Prof. Kate Rowbotham

A survey of 400 Canadian business leaders commissioned by Queen’s School of Business revealed decidedly mixed feelings about social media. While four in ten (39%) bosses said social media is something they need to use—whether they want to or not—an almost equal number (35%) said they use it heavily because it’s a good opportunity for the business, and the remaining 24% said using it doesn’t add any value. Despite these divisions, a strong majority of executives (72%) were planning to invest the same or more money in social media than they did last year.

The survey also revealed that many executives worry about how their employees’ use of social media might affect the company’s reputation. For example, 91% agreed that employees should be mindful they still represent the company when using social media on their own time.

“What happens on Twitter doesn’t just stay on Twitter,” notes Kate Rowbotham, QSB Professor of Human Resource Management. “People may feel that their participation in social media is personal, but the boss doesn’t necessarily agree that your opinions are just your own. We have seen examples where an individual’s overexposure on social channels has had a negative impact on the overall organization.”

QSB commissioned the Environics Research Group to survey the attitudes and opinions of 400 Canadian executives in this biannual survey on topical business issues. One third of respondents were CEOs, Presidents or General Managers; the remainder were COOs, VPs and Directors.
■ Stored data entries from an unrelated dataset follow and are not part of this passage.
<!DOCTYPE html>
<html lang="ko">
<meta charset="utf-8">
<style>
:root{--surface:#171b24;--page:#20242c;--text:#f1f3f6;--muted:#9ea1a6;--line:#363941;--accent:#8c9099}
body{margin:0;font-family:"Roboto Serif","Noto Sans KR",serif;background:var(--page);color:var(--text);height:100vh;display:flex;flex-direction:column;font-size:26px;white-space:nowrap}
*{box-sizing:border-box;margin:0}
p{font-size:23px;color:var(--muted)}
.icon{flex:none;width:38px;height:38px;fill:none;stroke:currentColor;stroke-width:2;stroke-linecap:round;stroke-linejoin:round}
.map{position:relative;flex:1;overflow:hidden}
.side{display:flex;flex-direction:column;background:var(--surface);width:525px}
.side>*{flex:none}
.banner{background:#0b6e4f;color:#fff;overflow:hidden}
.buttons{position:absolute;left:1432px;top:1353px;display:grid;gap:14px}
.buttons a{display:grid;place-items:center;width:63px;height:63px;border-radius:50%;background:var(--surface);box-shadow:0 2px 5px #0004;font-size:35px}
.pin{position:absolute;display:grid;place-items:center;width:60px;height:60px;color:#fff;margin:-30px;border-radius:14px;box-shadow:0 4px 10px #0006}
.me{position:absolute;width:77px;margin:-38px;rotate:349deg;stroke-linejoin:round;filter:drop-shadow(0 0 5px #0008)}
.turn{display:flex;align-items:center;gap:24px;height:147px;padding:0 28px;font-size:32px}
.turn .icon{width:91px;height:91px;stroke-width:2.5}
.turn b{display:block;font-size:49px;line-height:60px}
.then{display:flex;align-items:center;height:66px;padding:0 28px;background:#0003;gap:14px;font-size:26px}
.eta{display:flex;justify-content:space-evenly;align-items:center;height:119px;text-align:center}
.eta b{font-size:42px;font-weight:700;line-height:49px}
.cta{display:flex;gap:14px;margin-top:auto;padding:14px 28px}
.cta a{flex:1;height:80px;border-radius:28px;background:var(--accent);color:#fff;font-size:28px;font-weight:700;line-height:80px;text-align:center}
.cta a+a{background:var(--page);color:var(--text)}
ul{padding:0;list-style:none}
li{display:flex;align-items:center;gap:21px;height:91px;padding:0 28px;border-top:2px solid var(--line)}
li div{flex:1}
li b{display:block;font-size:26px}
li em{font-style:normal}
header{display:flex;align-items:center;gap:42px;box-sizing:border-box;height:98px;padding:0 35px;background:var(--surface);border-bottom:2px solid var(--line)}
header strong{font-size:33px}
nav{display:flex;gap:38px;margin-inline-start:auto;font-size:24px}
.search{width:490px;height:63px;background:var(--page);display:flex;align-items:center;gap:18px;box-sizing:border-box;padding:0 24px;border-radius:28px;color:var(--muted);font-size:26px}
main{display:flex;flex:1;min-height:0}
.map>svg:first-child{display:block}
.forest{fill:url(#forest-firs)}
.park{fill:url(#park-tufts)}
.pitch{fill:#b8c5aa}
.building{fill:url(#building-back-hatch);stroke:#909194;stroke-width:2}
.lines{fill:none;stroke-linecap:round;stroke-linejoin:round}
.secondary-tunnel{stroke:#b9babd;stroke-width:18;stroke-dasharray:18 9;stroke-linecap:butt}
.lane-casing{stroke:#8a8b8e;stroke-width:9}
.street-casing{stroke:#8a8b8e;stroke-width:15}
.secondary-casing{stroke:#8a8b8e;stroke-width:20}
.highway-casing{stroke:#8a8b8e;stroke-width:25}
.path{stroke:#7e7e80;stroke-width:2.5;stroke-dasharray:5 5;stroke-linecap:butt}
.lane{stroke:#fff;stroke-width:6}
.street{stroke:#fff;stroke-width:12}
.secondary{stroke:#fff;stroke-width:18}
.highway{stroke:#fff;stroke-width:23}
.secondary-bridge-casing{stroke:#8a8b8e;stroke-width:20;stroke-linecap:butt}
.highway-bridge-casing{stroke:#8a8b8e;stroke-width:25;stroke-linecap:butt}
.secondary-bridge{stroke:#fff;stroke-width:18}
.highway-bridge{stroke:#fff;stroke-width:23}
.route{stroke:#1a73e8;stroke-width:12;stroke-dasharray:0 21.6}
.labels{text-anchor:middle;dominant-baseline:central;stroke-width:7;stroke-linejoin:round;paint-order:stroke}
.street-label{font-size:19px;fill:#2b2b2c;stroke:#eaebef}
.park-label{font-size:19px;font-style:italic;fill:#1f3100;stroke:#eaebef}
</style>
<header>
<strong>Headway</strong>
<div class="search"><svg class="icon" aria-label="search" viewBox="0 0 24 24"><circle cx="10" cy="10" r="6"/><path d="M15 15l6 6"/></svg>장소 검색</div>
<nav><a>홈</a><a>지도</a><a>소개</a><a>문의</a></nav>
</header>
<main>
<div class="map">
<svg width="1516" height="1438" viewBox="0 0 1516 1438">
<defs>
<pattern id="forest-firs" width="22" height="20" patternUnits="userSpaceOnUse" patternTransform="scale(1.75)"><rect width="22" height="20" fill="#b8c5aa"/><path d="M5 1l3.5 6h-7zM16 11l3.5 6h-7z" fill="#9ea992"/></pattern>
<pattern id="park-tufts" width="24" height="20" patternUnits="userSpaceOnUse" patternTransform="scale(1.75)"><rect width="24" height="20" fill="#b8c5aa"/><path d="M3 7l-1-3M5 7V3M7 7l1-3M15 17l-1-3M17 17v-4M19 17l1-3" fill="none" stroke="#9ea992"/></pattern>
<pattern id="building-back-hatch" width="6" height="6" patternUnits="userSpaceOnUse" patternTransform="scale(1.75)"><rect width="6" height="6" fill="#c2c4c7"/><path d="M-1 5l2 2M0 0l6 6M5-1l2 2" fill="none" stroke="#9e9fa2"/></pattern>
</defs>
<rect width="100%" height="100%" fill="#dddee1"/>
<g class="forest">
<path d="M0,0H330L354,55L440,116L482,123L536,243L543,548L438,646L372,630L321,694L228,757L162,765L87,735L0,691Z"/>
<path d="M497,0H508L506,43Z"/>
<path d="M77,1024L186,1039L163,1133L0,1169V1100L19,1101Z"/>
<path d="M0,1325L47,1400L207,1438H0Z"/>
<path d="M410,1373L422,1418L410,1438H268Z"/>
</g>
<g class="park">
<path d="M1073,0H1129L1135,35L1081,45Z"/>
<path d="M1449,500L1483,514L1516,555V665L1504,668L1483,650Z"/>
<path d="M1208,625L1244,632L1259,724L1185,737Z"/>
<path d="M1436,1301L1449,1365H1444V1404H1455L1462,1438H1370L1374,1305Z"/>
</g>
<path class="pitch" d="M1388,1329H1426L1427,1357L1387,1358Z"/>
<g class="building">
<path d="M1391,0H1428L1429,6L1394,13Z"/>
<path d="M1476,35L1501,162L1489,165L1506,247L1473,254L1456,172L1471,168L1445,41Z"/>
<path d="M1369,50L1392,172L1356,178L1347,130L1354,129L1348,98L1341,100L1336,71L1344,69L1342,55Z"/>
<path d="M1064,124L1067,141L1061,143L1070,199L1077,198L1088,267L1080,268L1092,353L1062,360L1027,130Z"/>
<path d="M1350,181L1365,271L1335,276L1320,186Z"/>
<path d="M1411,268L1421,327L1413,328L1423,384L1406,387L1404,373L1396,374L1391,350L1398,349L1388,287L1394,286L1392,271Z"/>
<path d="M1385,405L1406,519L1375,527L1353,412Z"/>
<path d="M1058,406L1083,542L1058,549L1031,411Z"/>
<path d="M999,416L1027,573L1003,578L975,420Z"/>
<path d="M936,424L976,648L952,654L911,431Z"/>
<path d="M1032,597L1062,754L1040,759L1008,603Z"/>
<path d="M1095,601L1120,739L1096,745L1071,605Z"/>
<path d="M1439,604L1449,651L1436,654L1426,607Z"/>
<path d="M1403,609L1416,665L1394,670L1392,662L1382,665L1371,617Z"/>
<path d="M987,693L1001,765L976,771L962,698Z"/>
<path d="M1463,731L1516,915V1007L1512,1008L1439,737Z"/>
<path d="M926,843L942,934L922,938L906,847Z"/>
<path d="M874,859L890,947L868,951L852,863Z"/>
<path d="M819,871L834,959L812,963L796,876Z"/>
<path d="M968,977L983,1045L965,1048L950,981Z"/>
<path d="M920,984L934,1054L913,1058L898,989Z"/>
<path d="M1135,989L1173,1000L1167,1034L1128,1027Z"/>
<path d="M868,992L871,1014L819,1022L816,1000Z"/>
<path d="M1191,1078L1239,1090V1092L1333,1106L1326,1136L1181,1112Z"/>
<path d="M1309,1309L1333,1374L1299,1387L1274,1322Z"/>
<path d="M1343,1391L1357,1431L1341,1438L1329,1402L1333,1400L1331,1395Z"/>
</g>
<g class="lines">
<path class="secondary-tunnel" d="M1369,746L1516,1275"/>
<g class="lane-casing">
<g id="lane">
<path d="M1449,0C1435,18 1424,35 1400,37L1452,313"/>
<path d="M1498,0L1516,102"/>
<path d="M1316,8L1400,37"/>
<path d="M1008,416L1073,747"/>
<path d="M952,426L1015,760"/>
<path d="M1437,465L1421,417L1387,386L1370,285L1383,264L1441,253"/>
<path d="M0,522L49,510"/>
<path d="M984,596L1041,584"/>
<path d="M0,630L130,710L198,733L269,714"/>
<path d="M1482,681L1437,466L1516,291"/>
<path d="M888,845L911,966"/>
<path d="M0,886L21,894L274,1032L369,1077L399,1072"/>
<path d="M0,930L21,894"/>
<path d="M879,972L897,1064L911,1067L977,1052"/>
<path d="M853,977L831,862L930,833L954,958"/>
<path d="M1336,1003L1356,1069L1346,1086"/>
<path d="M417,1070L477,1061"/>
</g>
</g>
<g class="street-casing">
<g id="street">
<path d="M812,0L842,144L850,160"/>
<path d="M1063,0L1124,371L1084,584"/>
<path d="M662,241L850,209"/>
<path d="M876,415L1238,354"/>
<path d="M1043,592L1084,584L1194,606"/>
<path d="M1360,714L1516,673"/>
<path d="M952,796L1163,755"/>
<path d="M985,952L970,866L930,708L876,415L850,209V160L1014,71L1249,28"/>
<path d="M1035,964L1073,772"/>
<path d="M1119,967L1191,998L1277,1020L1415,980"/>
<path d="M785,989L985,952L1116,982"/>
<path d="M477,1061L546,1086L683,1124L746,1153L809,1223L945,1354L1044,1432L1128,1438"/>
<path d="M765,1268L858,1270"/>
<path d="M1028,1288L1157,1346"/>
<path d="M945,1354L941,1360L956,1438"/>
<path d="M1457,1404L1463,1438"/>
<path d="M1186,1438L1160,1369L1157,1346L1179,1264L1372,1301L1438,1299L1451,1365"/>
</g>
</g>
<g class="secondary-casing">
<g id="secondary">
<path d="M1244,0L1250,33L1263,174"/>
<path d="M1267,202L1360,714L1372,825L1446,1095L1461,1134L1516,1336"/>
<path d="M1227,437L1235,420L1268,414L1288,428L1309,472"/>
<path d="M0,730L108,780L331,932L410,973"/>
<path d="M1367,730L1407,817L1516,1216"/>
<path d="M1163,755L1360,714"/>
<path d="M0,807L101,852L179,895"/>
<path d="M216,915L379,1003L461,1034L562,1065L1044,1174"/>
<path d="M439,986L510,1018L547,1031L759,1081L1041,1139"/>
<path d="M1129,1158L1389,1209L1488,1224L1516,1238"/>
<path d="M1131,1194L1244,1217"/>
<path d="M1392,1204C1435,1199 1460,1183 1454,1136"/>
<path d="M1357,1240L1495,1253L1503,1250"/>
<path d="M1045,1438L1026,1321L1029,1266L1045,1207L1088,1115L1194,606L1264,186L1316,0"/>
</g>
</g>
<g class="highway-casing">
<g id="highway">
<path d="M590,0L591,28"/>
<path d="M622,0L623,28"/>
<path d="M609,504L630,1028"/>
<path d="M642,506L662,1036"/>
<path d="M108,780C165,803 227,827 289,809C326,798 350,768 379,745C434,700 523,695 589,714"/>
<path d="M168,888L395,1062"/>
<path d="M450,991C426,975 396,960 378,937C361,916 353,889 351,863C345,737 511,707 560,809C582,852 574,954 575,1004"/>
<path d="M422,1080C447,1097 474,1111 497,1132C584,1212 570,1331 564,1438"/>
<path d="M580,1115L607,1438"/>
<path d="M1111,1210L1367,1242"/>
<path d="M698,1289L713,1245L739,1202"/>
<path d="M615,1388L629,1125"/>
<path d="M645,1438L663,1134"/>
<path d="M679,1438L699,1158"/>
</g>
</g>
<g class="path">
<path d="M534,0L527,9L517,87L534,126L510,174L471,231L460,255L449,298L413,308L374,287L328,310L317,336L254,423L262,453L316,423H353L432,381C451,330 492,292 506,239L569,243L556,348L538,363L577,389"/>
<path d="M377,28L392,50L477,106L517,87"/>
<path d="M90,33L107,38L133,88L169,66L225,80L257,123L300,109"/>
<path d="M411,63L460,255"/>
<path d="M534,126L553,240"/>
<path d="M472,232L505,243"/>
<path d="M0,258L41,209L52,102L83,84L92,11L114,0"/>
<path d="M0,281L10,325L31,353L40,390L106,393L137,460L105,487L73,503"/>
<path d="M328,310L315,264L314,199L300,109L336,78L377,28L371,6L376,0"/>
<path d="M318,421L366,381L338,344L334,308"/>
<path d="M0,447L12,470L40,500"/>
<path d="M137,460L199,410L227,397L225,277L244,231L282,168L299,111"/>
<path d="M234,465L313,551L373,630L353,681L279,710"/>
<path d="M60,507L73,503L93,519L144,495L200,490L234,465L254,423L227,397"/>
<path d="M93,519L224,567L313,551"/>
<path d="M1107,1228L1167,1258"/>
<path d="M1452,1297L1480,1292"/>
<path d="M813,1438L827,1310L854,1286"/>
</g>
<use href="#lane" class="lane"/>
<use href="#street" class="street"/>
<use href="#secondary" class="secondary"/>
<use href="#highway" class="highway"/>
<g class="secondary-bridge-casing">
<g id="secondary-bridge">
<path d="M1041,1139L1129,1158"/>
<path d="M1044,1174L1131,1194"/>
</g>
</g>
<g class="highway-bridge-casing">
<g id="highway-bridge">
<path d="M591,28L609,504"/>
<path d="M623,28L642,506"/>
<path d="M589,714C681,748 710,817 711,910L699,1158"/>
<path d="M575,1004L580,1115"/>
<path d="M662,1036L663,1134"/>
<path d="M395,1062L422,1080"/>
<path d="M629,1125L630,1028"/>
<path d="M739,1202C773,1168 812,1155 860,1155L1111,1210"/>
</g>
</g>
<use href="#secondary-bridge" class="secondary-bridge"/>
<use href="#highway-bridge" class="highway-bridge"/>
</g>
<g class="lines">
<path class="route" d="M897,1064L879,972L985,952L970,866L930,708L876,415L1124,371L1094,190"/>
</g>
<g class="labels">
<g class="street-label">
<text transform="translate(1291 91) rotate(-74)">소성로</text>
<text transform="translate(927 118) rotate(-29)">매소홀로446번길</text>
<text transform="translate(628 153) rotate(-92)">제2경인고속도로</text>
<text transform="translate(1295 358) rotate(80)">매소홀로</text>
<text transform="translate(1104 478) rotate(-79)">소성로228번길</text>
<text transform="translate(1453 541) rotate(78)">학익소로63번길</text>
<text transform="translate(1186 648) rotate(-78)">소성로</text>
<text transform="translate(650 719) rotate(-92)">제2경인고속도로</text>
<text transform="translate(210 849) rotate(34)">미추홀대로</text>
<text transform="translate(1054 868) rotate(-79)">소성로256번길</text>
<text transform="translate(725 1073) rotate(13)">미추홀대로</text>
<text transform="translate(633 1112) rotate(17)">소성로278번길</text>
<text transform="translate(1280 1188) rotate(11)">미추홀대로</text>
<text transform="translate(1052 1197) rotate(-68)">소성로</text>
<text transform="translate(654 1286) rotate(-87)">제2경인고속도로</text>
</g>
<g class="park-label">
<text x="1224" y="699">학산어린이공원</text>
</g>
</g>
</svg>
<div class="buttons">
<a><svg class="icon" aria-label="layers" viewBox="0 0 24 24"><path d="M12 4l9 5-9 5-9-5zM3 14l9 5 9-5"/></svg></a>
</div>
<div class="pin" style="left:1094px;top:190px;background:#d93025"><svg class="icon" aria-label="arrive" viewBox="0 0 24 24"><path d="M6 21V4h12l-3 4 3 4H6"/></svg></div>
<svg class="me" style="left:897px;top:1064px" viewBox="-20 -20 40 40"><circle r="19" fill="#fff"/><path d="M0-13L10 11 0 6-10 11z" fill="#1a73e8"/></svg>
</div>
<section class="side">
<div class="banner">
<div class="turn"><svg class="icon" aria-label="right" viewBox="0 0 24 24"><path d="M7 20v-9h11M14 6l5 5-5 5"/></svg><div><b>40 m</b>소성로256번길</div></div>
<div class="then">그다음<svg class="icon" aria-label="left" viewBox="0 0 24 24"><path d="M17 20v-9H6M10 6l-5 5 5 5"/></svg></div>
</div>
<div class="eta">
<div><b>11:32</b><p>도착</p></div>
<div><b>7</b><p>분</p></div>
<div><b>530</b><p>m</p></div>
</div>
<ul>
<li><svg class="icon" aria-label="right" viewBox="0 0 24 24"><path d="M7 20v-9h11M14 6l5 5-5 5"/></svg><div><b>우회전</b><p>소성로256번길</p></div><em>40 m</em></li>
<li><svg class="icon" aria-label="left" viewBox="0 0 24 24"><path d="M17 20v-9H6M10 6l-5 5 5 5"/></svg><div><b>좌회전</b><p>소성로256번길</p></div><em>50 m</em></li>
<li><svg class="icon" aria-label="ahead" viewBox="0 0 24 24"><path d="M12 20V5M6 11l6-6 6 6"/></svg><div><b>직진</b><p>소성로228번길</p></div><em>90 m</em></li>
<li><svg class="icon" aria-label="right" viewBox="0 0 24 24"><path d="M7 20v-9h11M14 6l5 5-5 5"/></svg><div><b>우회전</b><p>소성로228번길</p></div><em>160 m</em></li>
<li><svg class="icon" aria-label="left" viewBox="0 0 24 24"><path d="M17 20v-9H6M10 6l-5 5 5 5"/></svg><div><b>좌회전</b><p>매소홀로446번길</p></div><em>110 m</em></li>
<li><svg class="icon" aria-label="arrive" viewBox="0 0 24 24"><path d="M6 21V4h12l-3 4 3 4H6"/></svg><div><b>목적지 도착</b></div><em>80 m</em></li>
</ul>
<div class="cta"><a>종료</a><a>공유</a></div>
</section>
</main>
The survey was conducted between March 16 and April 13, 2012; results are considered accurate within +/- 5%, 19 times in 20.

The mic is always on
• 88% of respondents said that participation in social media after hours can potentially have an “extremely positive or negative” impact on the company’s brand.
• 34% disagreed with the notion that what their employees do on their own time is their own business.
• 22% believe employees’ use of social media outside office hours should be monitored.
• 68% reported that their organizations have policies on the use of social media at work, while 18% forbid the use of social media there.

It’s not what your company can do on social media but what social media can do for your company.
Increasing brand awareness was perceived by executives as the top benefit of using social media (mentioned by 39% of respondents), followed by (2) recruiting talent; (3) gaining a deeper understanding of their customers; (4) getting new business; and (5) growth and networking.

“Too many organizations are using social media to amass shallow acquaintances, when the goal should be to develop fewer, more meaningful friendships,” says Neil Bearse, who leads seminars on social media for Queen’s School of Business. “The fact that so few executives say their companies are using social media to get to know their customers better suggests that those who do may be enjoying a significant competitive advantage.”

Other thoughts from the corner office

• So much for employee engagement: Only a tiny minority of execs cited retaining top talent (4%) or communicating with employees (3%) as the top benefit of using social channels.
• Execs are practising what they preach: Eight in ten execs polled (82%) are personally using social media, with LinkedIn the clear front runner.
• Time to update the resumé: When considering a new employee, 33% of execs consider social media experience at least as important as speaking a second language or having international work experience, and 25% consider it just as important as years of overall experience or industry experience.
• What Boomers can learn from Gen Y: 51% of execs “strongly agree” and a further 28% “agree” that social media is making it harder for older employees to compete in the workforce.